A lighter tone and story for Batman can work if done well (see BRAVE AND THE BOLD). Unfortunately this is not done well. Whether intentional or not, the script sounds like it fits right in with the worst episodes of the 80s Teenage Mutant Ninja Turtles sans the pizza. They might as well have left the pizza in though because the script is cheesy as heck. Jokes aren't funny, humour feels out of place, but the excellent cast do a fantastic job with the sub par material at hand.

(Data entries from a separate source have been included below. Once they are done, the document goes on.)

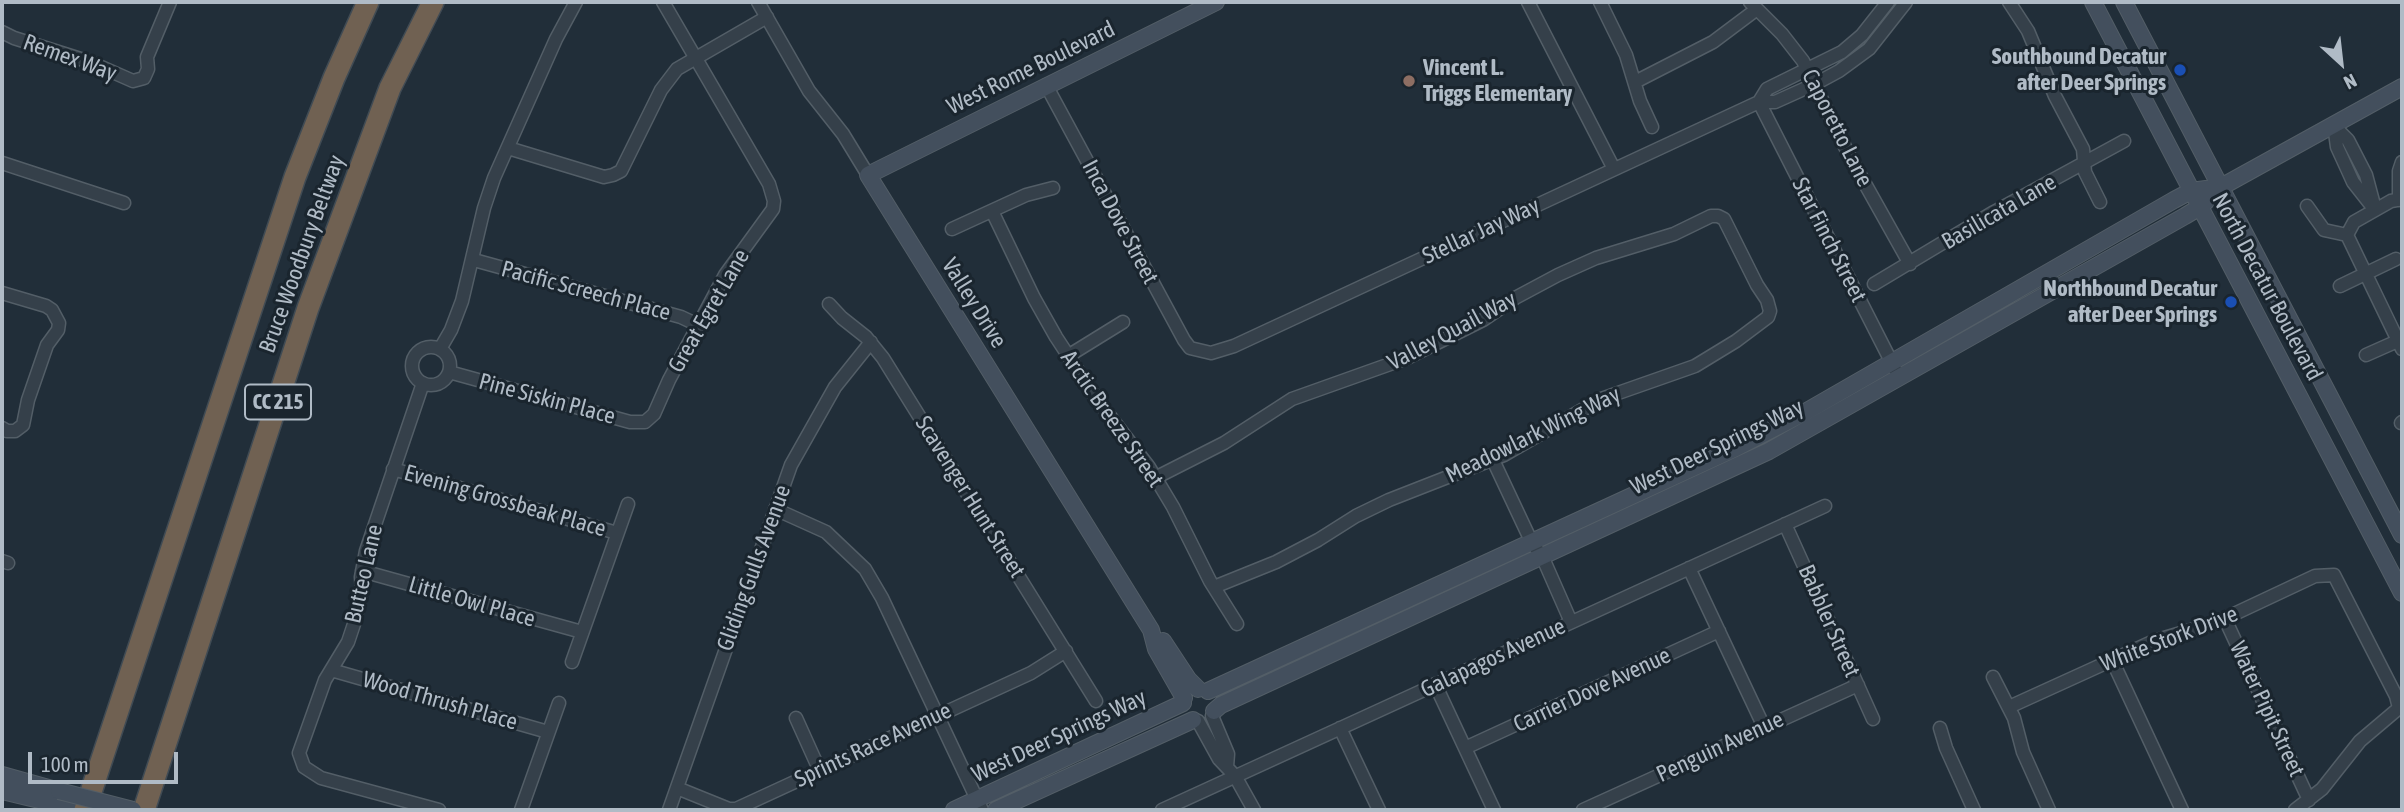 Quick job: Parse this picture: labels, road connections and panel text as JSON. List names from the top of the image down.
{
  "streets": {
    "highway": ["Bruce Woodbury Beltway", "CC 215"],
    "main road": [
      "West Rome Boulevard",
      "North Decatur Boulevard",
      "Valley Drive",
      "West Deer Springs Way"
    ],
    "street": [
      "Remex Way",
      "Caporetto Lane",
      "Basilicata Lane",
      "Inca Dove Street",
      "Stellar Jay Way",
      "Star Finch Street",
      "Pacific Screech Place",
      "Great Egret Lane",
      "Valley Quail Way",
      "Pine Siskin Place",
      "Arctic Breeze Street",
      "Meadowlark Wing Way",
      "Scavenger Hunt Street",
      "Evening Grossbeak Place",
      "Gliding Gulls Avenue",
      "Butteo Lane",
      "Little Owl Place",
      "Babbler Street",
      "White Stork Drive",
      "Galapagos Avenue",
      "Carrier Dove Avenue",
      "Wood Thrush Place",
      "Water Pipit Street",
      "Sprints Race Avenue",
      "Penguin Avenue"
    ]
  },
  "crossings": [
    ["West Rome Boulevard", "Inca Dove Street"],
    ["West Rome Boulevard", "Valley Drive"],
    ["Caporetto Lane", "Basilicata Lane"],
    ["Inca Dove Street", "Stellar Jay Way"],
    ["Stellar Jay Way", "Star Finch Street"],
    ["Star Finch Street", "West Deer Springs Way"],
    ["North Decatur Boulevard", "West Deer Springs Way"],
    ["Pacific Screech Place", "Great Egret Lane"],
    ["Valley Drive", "West Deer Springs Way"],
    ["Great Egret Lane", "Pine Siskin Place"],
    ["Valley Quail Way", "Arctic Breeze Street"],
    ["Valley Quail Way", "Meadowlark Wing Way"],
    ["Pine Siskin Place", "Butteo Lane"],
    ["Arctic Breeze Street", "Meadowlark Wing Way"],
    ["Scavenger Hunt Street", "Gliding Gulls Avenue"],
    ["Scavenger Hunt Street", "Sprints Race Avenue"],
    ["Evening Grossbeak Place", "Butteo Lane"],
    ["Gliding Gulls Avenue", "Sprints Race Avenue"],
    ["Butteo Lane", "Little Owl Place"],
    ["Butteo Lane", "Wood Thrush Place"],
    ["Babbler Street", "Galapagos Avenue"],
    ["Babbler Street", "Penguin Avenue"],
    ["White Stork Drive", "Water Pipit Street"]
  ],
  "places": ["Southbound Decatur after Deer Springs", "Vincent L. Triggs Elementary", "Northbound Decatur after Deer Springs"],
  "scale_bar": "100 m",
  "north": "bottom right"
}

Roger Craig Smith reprises his role of Batman after having played the character in some of the "Arkham" series of video games. I like his batman voice. Almost like a young Kevin Conroy. What I did not like was the horrible character design of Batman (or most of the characters for that matter).
Looking like some bad Gatchaman cosplay made with Power Ranger pyjamas, this new batman design is hilarious! The supporting cast ain't any better either; Everyone looks "stretched" and I already mentioned the silly hair. Batman has got multiple suits (and no doubt a toy for each suit "each sold separately"), everyone gets a cool weapon or gadget and the "money shot moment" where they get to show it off, while daddy gets another toy or two to add to junior's "Christmas wish list". Maybe it's not the production team's fault for the silly designs. Blame Mattel.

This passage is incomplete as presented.